Stored records:
-.-.-

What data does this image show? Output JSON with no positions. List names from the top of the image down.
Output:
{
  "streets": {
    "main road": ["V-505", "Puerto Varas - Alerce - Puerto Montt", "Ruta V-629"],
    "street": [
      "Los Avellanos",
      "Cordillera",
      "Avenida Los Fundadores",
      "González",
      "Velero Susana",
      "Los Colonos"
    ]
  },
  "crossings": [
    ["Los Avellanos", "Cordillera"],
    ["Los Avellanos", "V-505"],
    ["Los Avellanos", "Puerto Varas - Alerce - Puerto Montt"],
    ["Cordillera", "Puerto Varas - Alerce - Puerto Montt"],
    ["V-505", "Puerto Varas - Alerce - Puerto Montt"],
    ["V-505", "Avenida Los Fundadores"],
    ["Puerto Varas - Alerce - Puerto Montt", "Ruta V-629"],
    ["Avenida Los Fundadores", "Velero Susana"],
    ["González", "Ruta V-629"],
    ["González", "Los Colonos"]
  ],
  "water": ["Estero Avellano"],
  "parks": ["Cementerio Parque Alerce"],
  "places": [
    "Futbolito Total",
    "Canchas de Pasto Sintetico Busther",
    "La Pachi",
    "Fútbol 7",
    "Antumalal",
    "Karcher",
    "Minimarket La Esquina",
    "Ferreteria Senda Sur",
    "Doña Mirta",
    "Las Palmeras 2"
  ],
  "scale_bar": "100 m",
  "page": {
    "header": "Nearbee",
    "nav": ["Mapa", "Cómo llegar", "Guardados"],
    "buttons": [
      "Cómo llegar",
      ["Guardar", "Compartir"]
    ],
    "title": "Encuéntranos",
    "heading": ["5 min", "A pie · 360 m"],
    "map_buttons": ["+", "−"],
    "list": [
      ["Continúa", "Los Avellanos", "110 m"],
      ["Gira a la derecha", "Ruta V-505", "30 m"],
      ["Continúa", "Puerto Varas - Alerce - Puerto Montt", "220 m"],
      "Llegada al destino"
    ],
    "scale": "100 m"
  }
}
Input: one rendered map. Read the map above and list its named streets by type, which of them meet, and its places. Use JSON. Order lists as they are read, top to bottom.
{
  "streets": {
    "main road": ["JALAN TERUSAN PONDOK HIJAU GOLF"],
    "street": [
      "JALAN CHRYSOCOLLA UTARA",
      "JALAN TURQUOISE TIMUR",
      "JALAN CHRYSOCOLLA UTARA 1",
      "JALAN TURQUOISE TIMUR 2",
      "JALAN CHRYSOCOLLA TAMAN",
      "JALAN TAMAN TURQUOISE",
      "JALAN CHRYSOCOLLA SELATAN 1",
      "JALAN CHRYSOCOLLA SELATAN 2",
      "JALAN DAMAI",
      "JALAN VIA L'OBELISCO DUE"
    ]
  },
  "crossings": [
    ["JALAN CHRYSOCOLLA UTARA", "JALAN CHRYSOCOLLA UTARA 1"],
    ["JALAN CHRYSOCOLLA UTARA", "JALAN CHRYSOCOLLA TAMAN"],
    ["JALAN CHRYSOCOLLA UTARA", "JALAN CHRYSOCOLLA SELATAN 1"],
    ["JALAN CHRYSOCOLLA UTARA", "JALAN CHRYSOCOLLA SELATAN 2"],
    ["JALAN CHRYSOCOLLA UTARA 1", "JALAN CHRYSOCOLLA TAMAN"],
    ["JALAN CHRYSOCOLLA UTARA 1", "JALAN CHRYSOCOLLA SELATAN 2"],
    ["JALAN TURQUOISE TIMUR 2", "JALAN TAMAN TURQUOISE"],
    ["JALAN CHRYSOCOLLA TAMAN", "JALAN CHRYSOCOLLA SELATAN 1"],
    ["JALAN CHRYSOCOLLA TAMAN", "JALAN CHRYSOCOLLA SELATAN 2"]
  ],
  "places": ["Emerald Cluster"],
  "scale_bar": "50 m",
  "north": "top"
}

-.-.-

# What is being asked:
Search the records above for the string "TIMUR". Copy every line that contains it.

# Output below:
      "JALAN TURQUOISE TIMUR",
      "JALAN TURQUOISE TIMUR 2",
    ["JALAN TURQUOISE TIMUR 2", "JALAN TAMAN TURQUOISE"],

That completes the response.